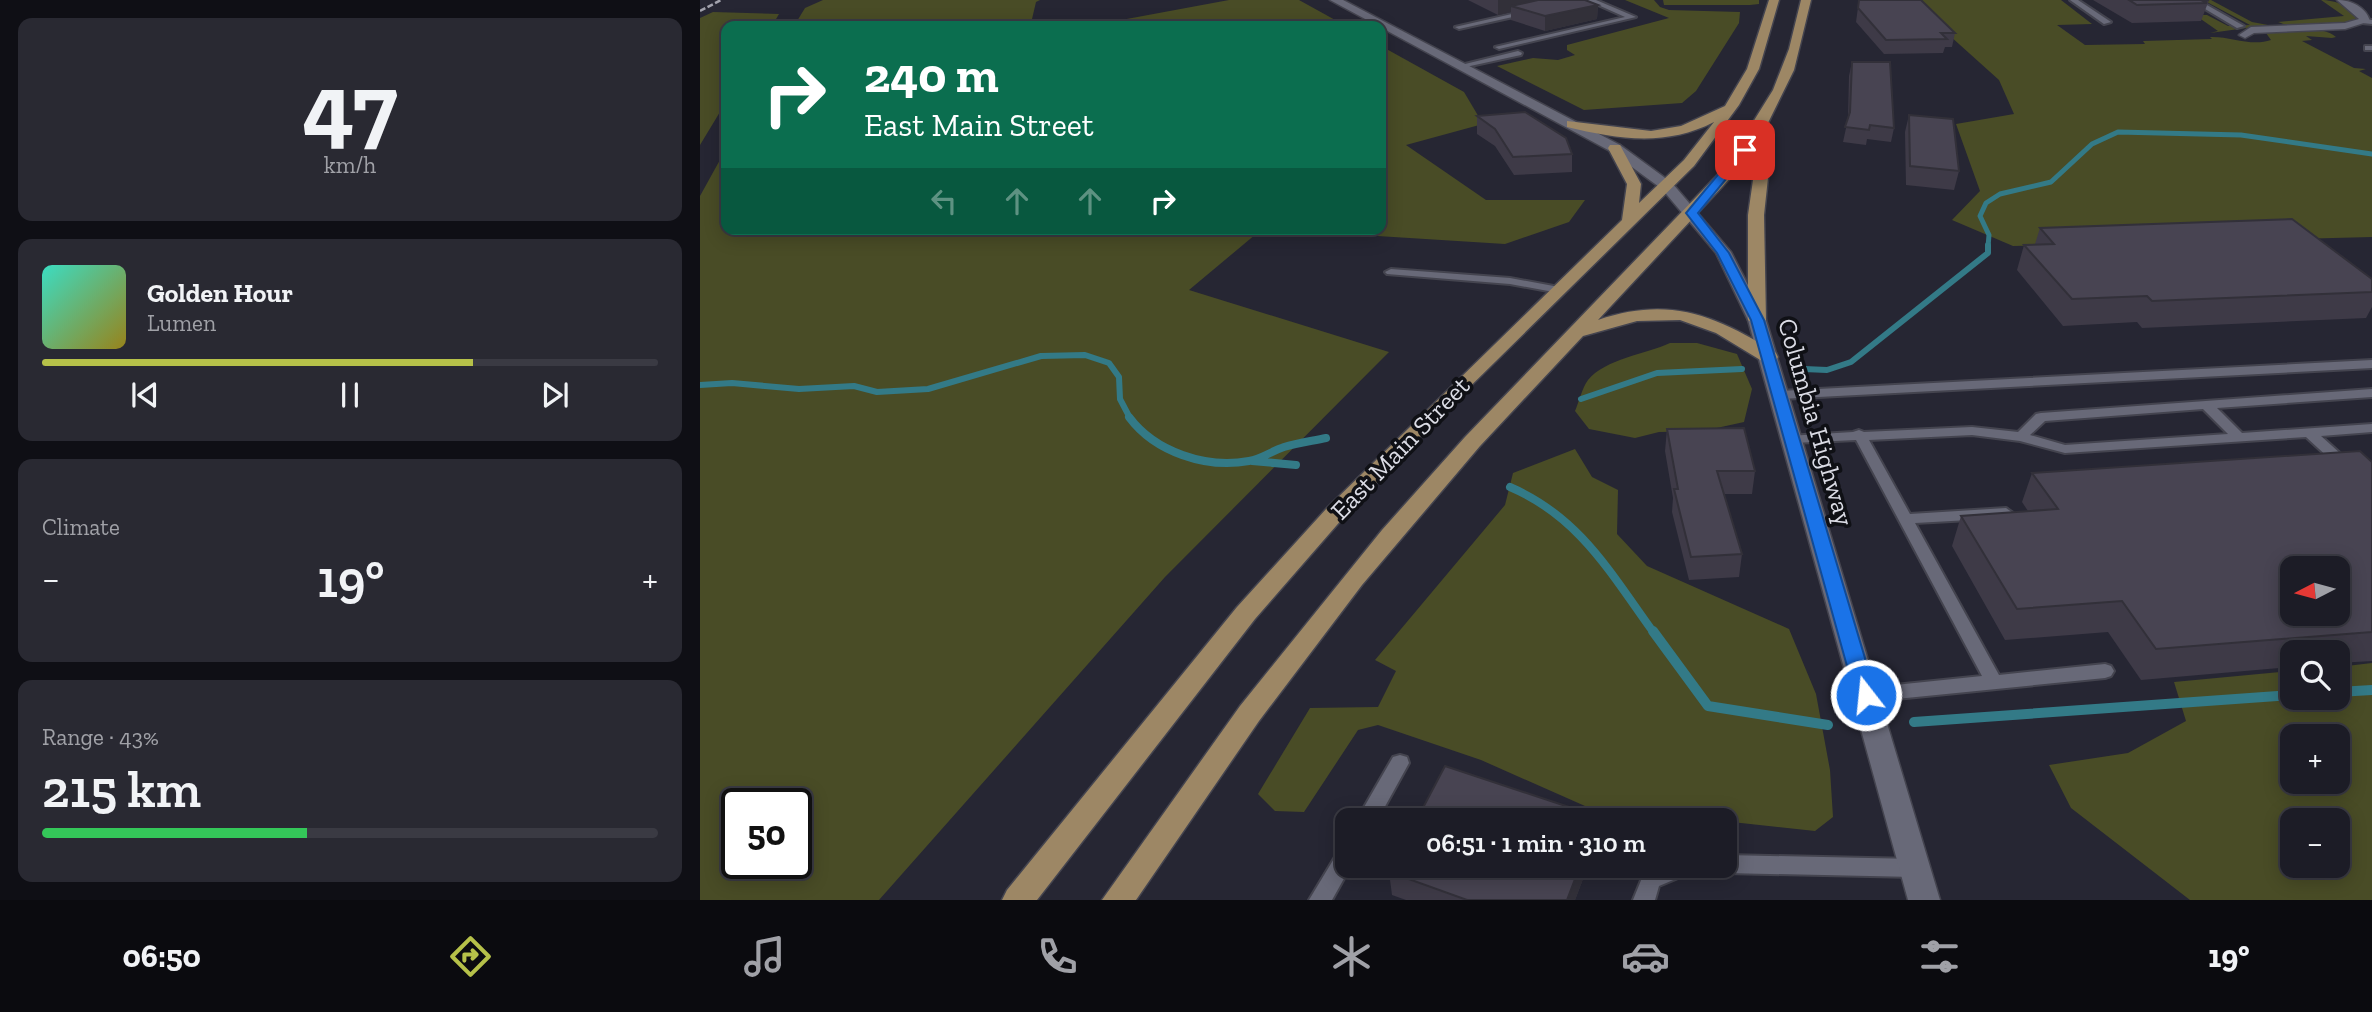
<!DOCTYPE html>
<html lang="en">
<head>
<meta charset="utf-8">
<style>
	body { margin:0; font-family:"Zilla Slab",serif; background:#292932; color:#f1f3f6; height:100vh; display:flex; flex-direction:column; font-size:26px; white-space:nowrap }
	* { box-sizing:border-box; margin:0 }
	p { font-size:23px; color:#a0a1a7 }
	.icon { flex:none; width:38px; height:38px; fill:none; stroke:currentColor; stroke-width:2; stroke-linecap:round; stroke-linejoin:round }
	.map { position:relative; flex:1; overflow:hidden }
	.side { display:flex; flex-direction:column; gap:18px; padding:18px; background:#0f0f15; width:700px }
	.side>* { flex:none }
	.top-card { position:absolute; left:21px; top:21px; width:665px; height:214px; border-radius:14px; box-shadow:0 4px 18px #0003,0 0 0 2px #3a3a43; background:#0b6e4f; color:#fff; overflow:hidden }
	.needle { width:46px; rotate:264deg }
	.controls { position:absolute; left:1580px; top:556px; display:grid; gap:14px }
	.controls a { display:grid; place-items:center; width:70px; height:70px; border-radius:14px; background:#1c1c26; box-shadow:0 4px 18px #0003,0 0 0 2px #3a3a43; font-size:35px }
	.speed { position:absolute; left:21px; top:788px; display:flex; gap:14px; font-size:35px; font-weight:700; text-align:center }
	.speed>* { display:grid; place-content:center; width:91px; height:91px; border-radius:50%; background:#1c1c26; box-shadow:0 4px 18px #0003,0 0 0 2px #3a3a43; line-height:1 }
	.speed .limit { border:4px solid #111; border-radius:10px; background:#fff; color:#111 }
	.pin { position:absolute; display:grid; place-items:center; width:60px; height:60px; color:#fff; margin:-30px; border-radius:14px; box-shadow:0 4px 10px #0006 }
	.me { position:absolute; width:77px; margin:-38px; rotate:344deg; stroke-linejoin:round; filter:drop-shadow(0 0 5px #0008) }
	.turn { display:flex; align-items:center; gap:24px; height:147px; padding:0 28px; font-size:32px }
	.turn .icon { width:91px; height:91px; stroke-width:2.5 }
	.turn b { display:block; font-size:49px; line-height:60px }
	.lanes { display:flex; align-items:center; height:66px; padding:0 28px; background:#0003; justify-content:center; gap:35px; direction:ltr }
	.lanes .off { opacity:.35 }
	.big { font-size:52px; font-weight:600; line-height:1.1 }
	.side .widget { flex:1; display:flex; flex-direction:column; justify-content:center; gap:10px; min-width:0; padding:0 24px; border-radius:14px; background:#292932 }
	.side .dial { align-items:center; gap:0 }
	.dial b { font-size:91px; line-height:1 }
	.song { display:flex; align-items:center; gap:21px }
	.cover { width:84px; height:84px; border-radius:10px; background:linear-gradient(135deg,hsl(170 70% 55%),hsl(50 70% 35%)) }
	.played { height:7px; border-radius:4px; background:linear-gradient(90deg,#b6c149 70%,#3a3a43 70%) }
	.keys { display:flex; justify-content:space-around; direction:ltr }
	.heat { display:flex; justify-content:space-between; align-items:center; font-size:38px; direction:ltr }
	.charge { height:10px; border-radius:5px; background:linear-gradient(90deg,#34c759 43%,#3a3a43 0) }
	.trip { position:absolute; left:635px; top:808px; width:402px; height:70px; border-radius:14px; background:#1c1c26; box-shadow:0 4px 18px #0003,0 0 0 2px #3a3a43; font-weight:600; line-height:70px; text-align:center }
	.tabs { display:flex; height:112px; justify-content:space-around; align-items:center; background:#0b0b0f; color:#a0a1a7 }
	.tabs .icon { width:49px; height:49px }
	.tabs .current { color:#b6c149 }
	.tabs b { font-size:32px; color:#f1f3f6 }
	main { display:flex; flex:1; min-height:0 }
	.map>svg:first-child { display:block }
	.green { fill:#494c26; fill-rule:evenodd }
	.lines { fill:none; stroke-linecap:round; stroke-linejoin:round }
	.stream-far3 { stroke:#337a87; stroke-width:5 }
	.stream-far2 { stroke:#337a87; stroke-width:6 }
	.stream-far1 { stroke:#337a87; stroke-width:8 }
	.stream { stroke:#337a87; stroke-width:10 }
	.lane-casing { stroke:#44444f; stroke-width:4 }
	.street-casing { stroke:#44444f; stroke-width:3 }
	.secondary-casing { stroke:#44444f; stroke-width:3 }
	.primary-casing { stroke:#44444f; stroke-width:3 }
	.lane { fill:#686978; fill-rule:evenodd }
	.street { fill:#686978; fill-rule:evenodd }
	.secondary { fill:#686978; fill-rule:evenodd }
	.primary { fill:#9d8765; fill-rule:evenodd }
	.rail { stroke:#a2a2ad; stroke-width:2.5; stroke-dasharray:6 2.5; stroke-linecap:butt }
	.wall { fill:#3e3a47 }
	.shaded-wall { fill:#323039 }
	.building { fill:#484452; stroke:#323039; stroke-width:2; fill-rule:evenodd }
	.route { fill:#1a73e8; stroke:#114b97; stroke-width:2 }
	.labels { text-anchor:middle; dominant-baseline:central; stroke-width:7; stroke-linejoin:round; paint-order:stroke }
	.street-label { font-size:26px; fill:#dbdce5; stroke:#0f1015 }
</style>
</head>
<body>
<main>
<section class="side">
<div class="widget dial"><b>47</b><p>km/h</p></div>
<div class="widget">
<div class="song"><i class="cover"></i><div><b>Golden Hour</b><p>Lumen</p></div></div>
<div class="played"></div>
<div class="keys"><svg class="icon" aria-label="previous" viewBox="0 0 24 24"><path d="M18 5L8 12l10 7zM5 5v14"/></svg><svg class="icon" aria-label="pause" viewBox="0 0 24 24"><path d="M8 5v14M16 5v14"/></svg><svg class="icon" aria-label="next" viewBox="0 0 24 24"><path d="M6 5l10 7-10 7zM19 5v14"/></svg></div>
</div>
<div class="widget"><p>Climate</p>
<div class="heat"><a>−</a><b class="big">19°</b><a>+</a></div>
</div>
<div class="widget"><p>Range · 43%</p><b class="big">215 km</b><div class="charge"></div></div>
</section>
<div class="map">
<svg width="1672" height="900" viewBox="0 0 1672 900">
	<rect width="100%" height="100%" fill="#262633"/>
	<!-- green -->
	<path class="green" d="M123,0H340L336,2L332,19L342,26H94L105,8Z
		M529,0H599L646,26H389Z
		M925,0H954L960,7L969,10L1040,12L1039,23L996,91L982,103L884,110L797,66L833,58L858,60L875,55L867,50V45L969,18Z
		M963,0H1059V4L1050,5H964Z
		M1210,0H1361L1392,24L1357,25L1385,45L1445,44L1443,41L1512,39L1510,37C1530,36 1551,47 1571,40L1566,33L1569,32C1588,32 1621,24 1636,37L1632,38L1606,36L1612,40L1602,41L1654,68L1666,69L1659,71L1672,78V237L1313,246L1252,220L1280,191L1256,124L1314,114L1299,80Z
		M1503,0H1511L1552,22L1568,25L1510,33L1518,31L1495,15H1507L1528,26L1550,25Z
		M1621,0C1635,0 1651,6 1656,19C1638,29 1597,30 1578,22L1644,16Z
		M13,12L79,14L72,26H26V102L0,145V18Z
		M681,46L764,92L783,124L706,145L786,200H885L869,222L805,244L564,229H681Z
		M26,149V229H562L489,290L689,352L465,577L179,900H0V196ZM37,803H96V863H37Z
		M970,343H997L1037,354L1052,389L1044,422L1003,431L959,432L935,438L889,429L875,411C879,402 882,388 888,380C905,359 946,354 970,343Z
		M875,449L892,477L918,490L917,534L947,566L1089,629L1116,694L1130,770L1133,817L1115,831L885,806L781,760L678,725L658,730L604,812L575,811L558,794L610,708L678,707L696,671L675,660L805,505L813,473Z
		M1672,663V900H1490L1371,808L1349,765L1428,753L1486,721L1474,682L1592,671V698H1638V667ZM1592,737H1638V782H1592ZM1592,821H1638V866H1592Z"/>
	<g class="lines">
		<!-- stream-far3 -->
		<path class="stream-far3" d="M1288,247L1289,235L1280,216L1286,203L1300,194L1351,182L1392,144L1418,132L1541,135L1672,154"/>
		<!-- stream-far2 -->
		<path class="stream-far2" d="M1104,369L1127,370L1151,362L1288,253V245
			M0,385L32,383L99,389L154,386L177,392L228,389L341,356L385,355L409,363L419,377L420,399L430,418
			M881,399L957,373L1042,369"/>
		<!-- stream-far1 -->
		<path class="stream-far1" d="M429,417C455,452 506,469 549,461C561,459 572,451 584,447C597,443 612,441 626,438
			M552,461L596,465
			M810,487C880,517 911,574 954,633"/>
		<!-- stream -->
		<path class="stream" d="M953,631L1008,706L1128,725
			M1638,692L1672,690
			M1214,722L1592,695"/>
		<!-- lane casing -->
		<g class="lane-casing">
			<path id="lane" d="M887,0H896L936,17L799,49L795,47L925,17Z
				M1370,0H1378L1411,22L1404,24Z
				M1490,0H1498L1544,26L1537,28Z
				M829,10L831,13L759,29L755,27Z
				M1665,19L1672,20V24L1662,23Z
				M1665,46H1672V50H1665Z
				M818,51L822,53L821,55L761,68L757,66Z
				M691,269L810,278L859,287L865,290L859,293L810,284L687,274L685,272Z
				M1672,360V368L1080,399L1073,395L1080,391Z
				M1672,389V397L1517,408L1542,433L1672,424V432L1621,436L1672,482V495L1667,493L1606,437L1365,453L1320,441L1272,435L1169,440L1210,514L1306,508L1313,513L1306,518L1215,523L1299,675L1405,664L1411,666L1414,671L1411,676L1405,678L1166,702L1160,700L1157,695L1160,690L1166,688L1282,676L1156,440L1093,443L1086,439L1088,436L1153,432L1159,430L1164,432L1272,427L1318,432L1336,414L1341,413ZM1503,409L1528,434L1365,445L1330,435L1345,421Z
				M700,755L707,757L709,763L677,821H656L693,757Z
				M648,844V866H651L632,900H609L641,847Z
				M1026,855L1215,859L1222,861L1225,868L1222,875L1215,877L1026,873L1019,871L1017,866H1026Z
				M960,866H993L990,873L959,886L955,900H933L944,873Z"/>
		</g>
		<!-- street casing -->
		<g class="street-casing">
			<path id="street" d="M1637,0C1651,0 1666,7 1670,21L1645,29L1554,33L1545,38L1539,35L1551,27L1645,23L1659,19Z"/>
		</g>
		<!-- secondary casing -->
		<g class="secondary-casing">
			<path id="secondary" d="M630,0H643L920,145L972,183L1031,252L1066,320L1240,900H1208L1048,320L1016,253L962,189L910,151Z"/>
		</g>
		<!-- primary casing -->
		<g class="primary-casing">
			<path id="primary" d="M1069,0H1079L1059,69L1039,105L994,166L735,421L643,518L555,619L337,900H302L307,890L537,607L627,508L922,220L927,184L908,148L910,145H920L941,184L939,203L984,160L1014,122C966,147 917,139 867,127V121L951,131L981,126L1025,106L1047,69Z
				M1101,0H1111L1094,70L1066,127L1070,159L1064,215L1066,320L1057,325L1048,320V215L1056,159L1055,144L1035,173L898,320C969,296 1015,315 1076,353L1078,357L1076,361H1062L1016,333L980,320L937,321L883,336L780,446L662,585L559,721L436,900H402L540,706L682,530L765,437L1025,167L1073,90L1089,49Z"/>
		</g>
		<!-- lane -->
		<use href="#lane" class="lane"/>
		<!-- street -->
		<use href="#street" class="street"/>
		<!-- secondary -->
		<use href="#secondary" class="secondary"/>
		<!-- primary -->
		<use href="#primary" class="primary"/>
		<!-- rail -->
		<path class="rail" d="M0,11L21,0"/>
	</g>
	<!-- wall -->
	<path class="wall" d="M768,0H885L898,5L897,19L845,31L811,20V12L798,15Z
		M1159,0H1189L1255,33L1252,47H1245L1243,53L1184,54L1156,22Z
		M1393,0H1509L1501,21L1432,23Z
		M1152,62L1194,128L1191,142L1167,139L1166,145L1143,142L1148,119L1149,76Z
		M1209,115L1259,171L1254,190L1206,185L1205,132Z
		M777,116L872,154V172L814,175L795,146L777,134Z
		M1340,228L1672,279V307L1666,318L1442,328L1437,322L1363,326L1317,270L1324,245L1335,244Z
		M967,429L1055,471L1052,494H1024L1042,554L1039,577L989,580L972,512L973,498L965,451Z
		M1672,462V661L1638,663V653H1592V667L1441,680L1408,632L1305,640L1252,546L1261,516L1328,511L1322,502L1332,473Z
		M692,866H888L875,900H706L692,895L689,872Z"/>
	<!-- shaded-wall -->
	<path class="shaded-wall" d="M798,0H854L811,6V12L798,15Z
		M898,5L897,19L845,31V16Z
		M880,866H888L875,900H867Z"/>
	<!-- building -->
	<path class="building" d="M838,0H885L898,5L845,16L811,6Z
		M1159,0H1221L1255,33H1241L1247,39L1186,40L1158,8Z
		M1429,0H1509L1503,1L1507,3L1437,5Z
		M1152,62H1190L1194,128L1170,125L1169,130L1145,127L1150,112Z
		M825,112L866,138L872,154L813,157L795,129L777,116Z
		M1209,115L1253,119L1259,171L1210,166Z
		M1592,219L1672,279V292L1452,301L1447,296L1372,299L1324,245L1354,244L1340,228Z
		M1044,428L1055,471H1017L1042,554L991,557L974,489H978L967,429Z
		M1660,451L1672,462V632L1456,649L1422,601L1317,609L1261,516L1358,509L1332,473ZM1592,569H1638V614H1592Z
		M745,766L899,817L898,821H716Z
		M692,866H880L867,900H767L689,872Z"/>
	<!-- route -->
	<path class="route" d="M1041,147L1050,150L998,213L1029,253L1064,320L1176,695L1173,701H1158L1155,695L1051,320L1017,253L986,213Z"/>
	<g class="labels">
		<!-- street labels -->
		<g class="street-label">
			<text transform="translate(1116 422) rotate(74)">Columbia Highway</text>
			<text transform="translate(700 448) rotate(-46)">East Main Street</text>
		</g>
	</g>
</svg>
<div class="controls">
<a><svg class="needle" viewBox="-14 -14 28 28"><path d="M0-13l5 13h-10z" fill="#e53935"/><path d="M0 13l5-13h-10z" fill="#a0a1a7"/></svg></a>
<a><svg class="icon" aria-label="search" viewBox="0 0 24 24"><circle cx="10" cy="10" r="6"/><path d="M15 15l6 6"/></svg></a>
<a>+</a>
<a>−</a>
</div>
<div class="speed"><div class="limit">50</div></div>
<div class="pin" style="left:1045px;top:150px;background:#d93025"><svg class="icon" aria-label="arrive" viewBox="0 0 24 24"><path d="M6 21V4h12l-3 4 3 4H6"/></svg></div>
<svg class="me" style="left:1166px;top:695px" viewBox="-20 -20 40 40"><circle r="17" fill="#1a73e8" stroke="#fff" stroke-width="3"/><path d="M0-11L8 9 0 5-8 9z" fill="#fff"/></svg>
<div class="trip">06:51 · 1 min · 310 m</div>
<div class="top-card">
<div class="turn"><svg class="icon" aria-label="right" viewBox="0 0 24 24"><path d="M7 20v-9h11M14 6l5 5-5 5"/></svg><div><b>240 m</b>East Main Street</div></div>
<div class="lanes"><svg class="icon off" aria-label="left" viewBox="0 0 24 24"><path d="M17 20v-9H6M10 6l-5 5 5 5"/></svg><svg class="icon off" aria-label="ahead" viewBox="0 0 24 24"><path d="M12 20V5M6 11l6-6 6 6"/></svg><svg class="icon off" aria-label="ahead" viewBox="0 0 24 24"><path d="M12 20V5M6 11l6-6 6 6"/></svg><svg class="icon" aria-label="right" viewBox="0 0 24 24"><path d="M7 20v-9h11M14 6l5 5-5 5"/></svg></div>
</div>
</div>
</main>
<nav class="tabs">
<b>06:50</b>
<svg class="icon current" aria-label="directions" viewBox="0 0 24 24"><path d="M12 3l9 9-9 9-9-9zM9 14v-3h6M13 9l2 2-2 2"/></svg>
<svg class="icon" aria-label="music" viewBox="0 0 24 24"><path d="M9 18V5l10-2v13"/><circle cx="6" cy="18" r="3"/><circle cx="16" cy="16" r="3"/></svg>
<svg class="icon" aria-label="phone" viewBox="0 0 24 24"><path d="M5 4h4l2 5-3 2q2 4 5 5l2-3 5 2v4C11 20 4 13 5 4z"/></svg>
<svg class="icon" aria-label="climate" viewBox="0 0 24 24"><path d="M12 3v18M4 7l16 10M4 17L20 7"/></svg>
<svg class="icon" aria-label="car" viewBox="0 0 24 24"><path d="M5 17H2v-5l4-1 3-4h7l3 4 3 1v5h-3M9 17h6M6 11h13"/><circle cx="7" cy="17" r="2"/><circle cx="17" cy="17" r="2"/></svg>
<svg class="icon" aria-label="filters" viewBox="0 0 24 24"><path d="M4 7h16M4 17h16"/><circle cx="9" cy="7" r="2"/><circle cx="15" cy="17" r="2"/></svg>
<b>19°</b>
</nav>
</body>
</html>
—————
**TRY IT:** Using the records above, set down exactly the lines from the one with "position:absolute; display:grid; place-items:center;" through the one with "display:flex; flex:1; min-height:0", inclusive, and nothing more.

**RESULT OF THE TASK:**
	.pin { position:absolute; display:grid; place-items:center; width:60px; height:60px; color:#fff; margin:-30px; border-radius:14px; box-shadow:0 4px 10px #0006 }
	.me { position:absolute; width:77px; margin:-38px; rotate:344deg; stroke-linejoin:round; filter:drop-shadow(0 0 5px #0008) }
	.turn { display:flex; align-items:center; gap:24px; height:147px; padding:0 28px; font-size:32px }
	.turn .icon { width:91px; height:91px; stroke-width:2.5 }
	.turn b { display:block; font-size:49px; line-height:60px }
	.lanes { display:flex; align-items:center; height:66px; padding:0 28px; background:#0003; justify-content:center; gap:35px; direction:ltr }
	.lanes .off { opacity:.35 }
	.big { font-size:52px; font-weight:600; line-height:1.1 }
	.side .widget { flex:1; display:flex; flex-direction:column; justify-content:center; gap:10px; min-width:0; padding:0 24px; border-radius:14px; background:#292932 }
	.side .dial { align-items:center; gap:0 }
	.dial b { font-size:91px; line-height:1 }
	.song { display:flex; align-items:center; gap:21px }
	.cover { width:84px; height:84px; border-radius:10px; background:linear-gradient(135deg,hsl(170 70% 55%),hsl(50 70% 35%)) }
	.played { height:7px; border-radius:4px; background:linear-gradient(90deg,#b6c149 70%,#3a3a43 70%) }
	.keys { display:flex; justify-content:space-around; direction:ltr }
	.heat { display:flex; justify-content:space-between; align-items:center; font-size:38px; direction:ltr }
	.charge { height:10px; border-radius:5px; background:linear-gradient(90deg,#34c759 43%,#3a3a43 0) }
	.trip { position:absolute; left:635px; top:808px; width:402px; height:70px; border-radius:14px; background:#1c1c26; box-shadow:0 4px 18px #0003,0 0 0 2px #3a3a43; font-weight:600; line-height:70px; text-align:center }
	.tabs { display:flex; height:112px; justify-content:space-around; align-items:center; background:#0b0b0f; color:#a0a1a7 }
	.tabs .icon { width:49px; height:49px }
	.tabs .current { color:#b6c149 }
	.tabs b { font-size:32px; color:#f1f3f6 }
	main { display:flex; flex:1; min-height:0 }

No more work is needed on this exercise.